Flats: Bonefish, Barracuda and Permit are all being caught on the flats.

Mahi mahi are an excellent pelagic sportfish both in their beauty and fight. The coloration of Mahi mahi is the most vivid, iridescent blue and green you can possibly imagine. The genders are differentiated by the large bulbous head on the males, whereas females have a slender head. Mahi mahi live only four years but grow to enormous size, the largest ever caught was in the Bahamas and it weighed 88 pounds. Juveniles, in the two to three pound range, travel in schools of up to 30 fish where adults usually travel in groups of six or smaller.

We don’t really see the smaller juvenile schools of mahi mahi here in Belize; the Mahi mahi we get here are adults over twenty pounds. This is the month where I catch these fish everyday. Mahi mahi feed very close to the surface on everything from flying fish to jelly fish. This month Mahi mahi can be found under weed lines or any type of flotsam. You can catch them trolling, drifting and even fly fishing. Mahi mahi is the only pelagic fish locally that is caught regularly in summer months by sight casting.

Mahi mahi are huge, and bring a lot of fight for avid fishermen...Captain Dilzon has had a heck of a time catching this fish, but it sure is a lot of fun!

I am very effective at catching Mahi mahi by slowly trolling live sardines at the surface in about 500 feet of water. Once I get one on I know that that fish on my line will be followed by several other excited Mahi mahi all the way to the boat. That’s when I break out the light spinning tackle or fly rod and begin sight casting with unwieghted live sardines at the following fish. Once I get one on the line I can always hook up several at once. I remember one time this happened when sideman “Carne Dulce” was down with a severe “goma”, forcing me to fish alone. So there I was; I had two Mahi mahi on two separate lines. So what did I do? I held two rods between my toes on each foot and reeled with both of my hands while I drove the boat with my teeth and held the gaff between my ears. I landed both fish and they were at least 50 pounds apiece! I was proud. I was sore all over my body for days, because it took every appendage I had except one to land those two big monster Mahi mahi.

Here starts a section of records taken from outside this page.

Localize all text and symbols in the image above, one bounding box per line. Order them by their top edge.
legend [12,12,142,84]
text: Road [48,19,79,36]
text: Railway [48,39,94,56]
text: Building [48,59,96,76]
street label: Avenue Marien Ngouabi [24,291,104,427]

These fish fight by making a series of long explosive runs with multiple acrobatic leaps skyward to shake the hook. Since you catch these in groups, you’re in for an exciting half hour of fishing once you hook the first one.

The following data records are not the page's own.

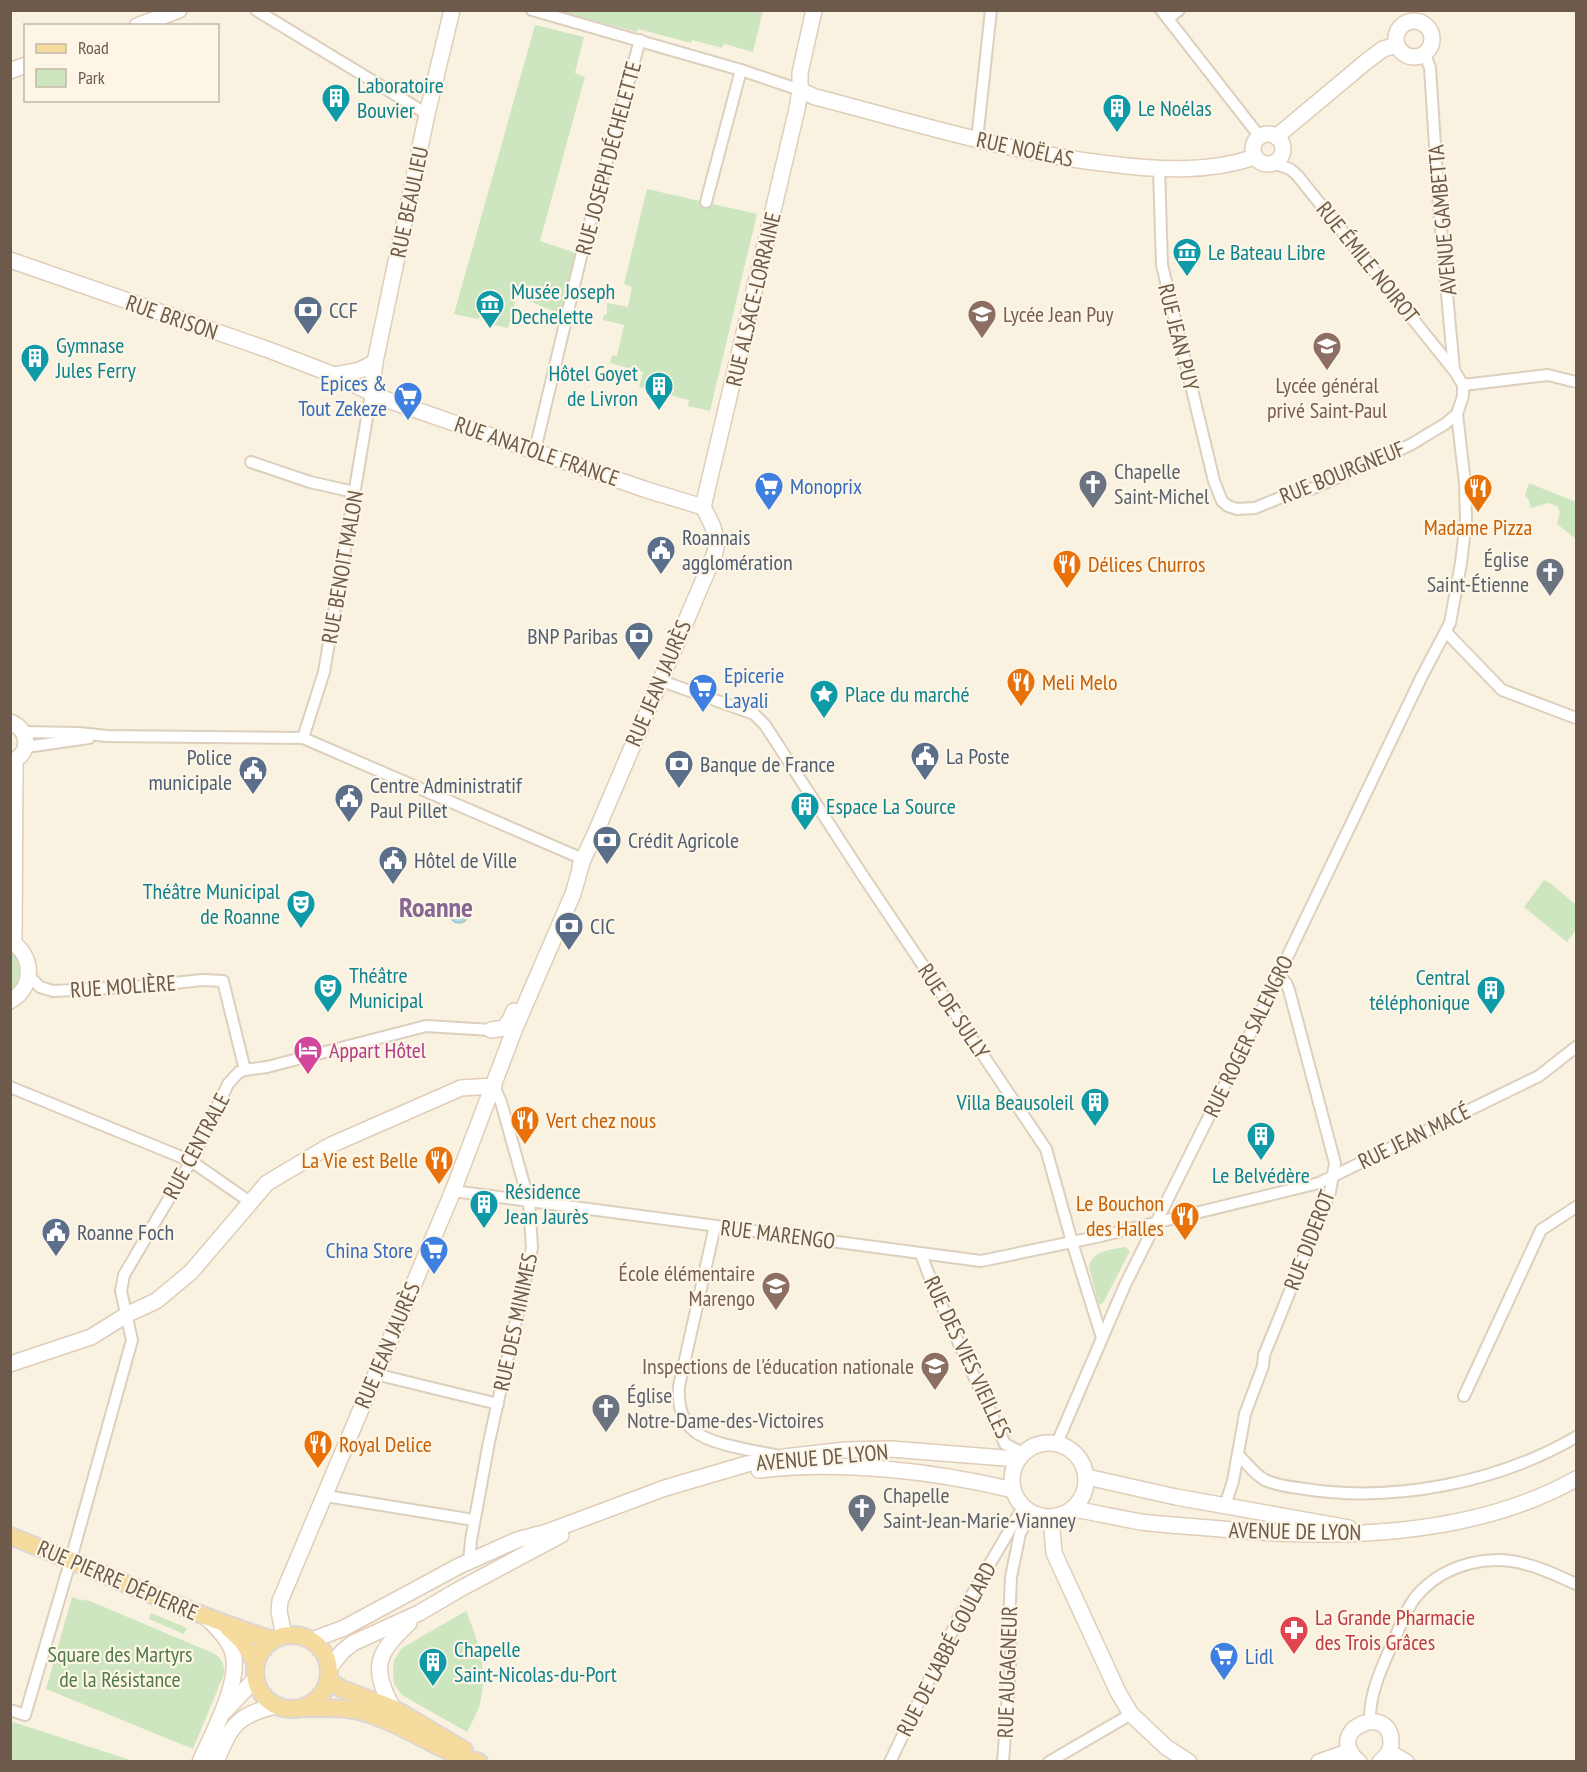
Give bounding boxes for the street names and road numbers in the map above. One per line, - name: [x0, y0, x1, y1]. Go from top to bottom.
- street label: RUE JOSEPH DÉCHELETTE: [569, 58, 647, 258]
- street label: RUE NOËLAS: [974, 125, 1076, 173]
- street label: AVENUE GAMBETTA: [1421, 143, 1463, 296]
- street label: RUE BEAULIEU: [384, 144, 434, 260]
- street label: RUE ÉMILE NOIROT: [1311, 196, 1426, 328]
- street label: RUE ALSACE-LORRAINE: [719, 209, 787, 389]
- street label: RUE JEAN PUY: [1152, 281, 1206, 393]
- street label: RUE BRISON: [122, 288, 222, 346]
- street label: RUE ANATOLE FRANCE: [451, 410, 623, 492]
- street label: RUE BOURGNEUF: [1275, 434, 1409, 510]
- street label: RUE BENOIT MALON: [315, 488, 369, 646]
- street label: RUE JEAN JAURÈS: [619, 616, 697, 750]
- street label: RUE ROGER SALENGRO: [1197, 950, 1299, 1122]
- street label: RUE DE SULLY: [912, 958, 996, 1064]
- street label: RUE MOLIÈRE: [69, 968, 177, 1004]
- street label: RUE CENTRALE: [156, 1088, 236, 1204]
- street label: RUE JEAN MACÉ: [1353, 1097, 1475, 1175]
- street label: RUE DIDEROT: [1277, 1186, 1341, 1294]
- street label: RUE MARENGO: [719, 1213, 837, 1255]
- street label: RUE DES MINIMES: [487, 1251, 543, 1393]
- street label: RUE DES VIES VIEILLES: [918, 1271, 1018, 1443]
- street label: RUE JEAN JAURÈS: [348, 1278, 426, 1412]
- street label: AVENUE DE LYON: [755, 1437, 889, 1477]
- street label: AVENUE DE LYON: [1228, 1516, 1362, 1546]
- street label: RUE PIERRE DÉPIERRE: [33, 1534, 203, 1626]
- street label: RUE DE L'ABBÉ GOULARD: [890, 1557, 1002, 1741]
- street label: RUE AUGAGNEUR: [991, 1605, 1023, 1739]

As I write this, sideman “Carne Dulce” is refueling Reef Hunter. Later, I’ll be busy- busy rigging baits. We are readying ourselves for some serious offshore Mahi mahi action. If you want to see what real big Mahi mahi look like, drop by Fidos around four in the afternoon, enjoy a few nice cold Belikins at the bar, then walk on down to the dock and I’ll show you what big Mahi mahi look like.

Captain Dilzon Murcia is the project manager for Island Ferry and owner operator of Dilzon Charters, a sport fishing charter business. To catch the fish featured this week, and other large fish, call Dilzon at 620-6118 or drop by the Island Ferry office and schedule your next fishing adventure.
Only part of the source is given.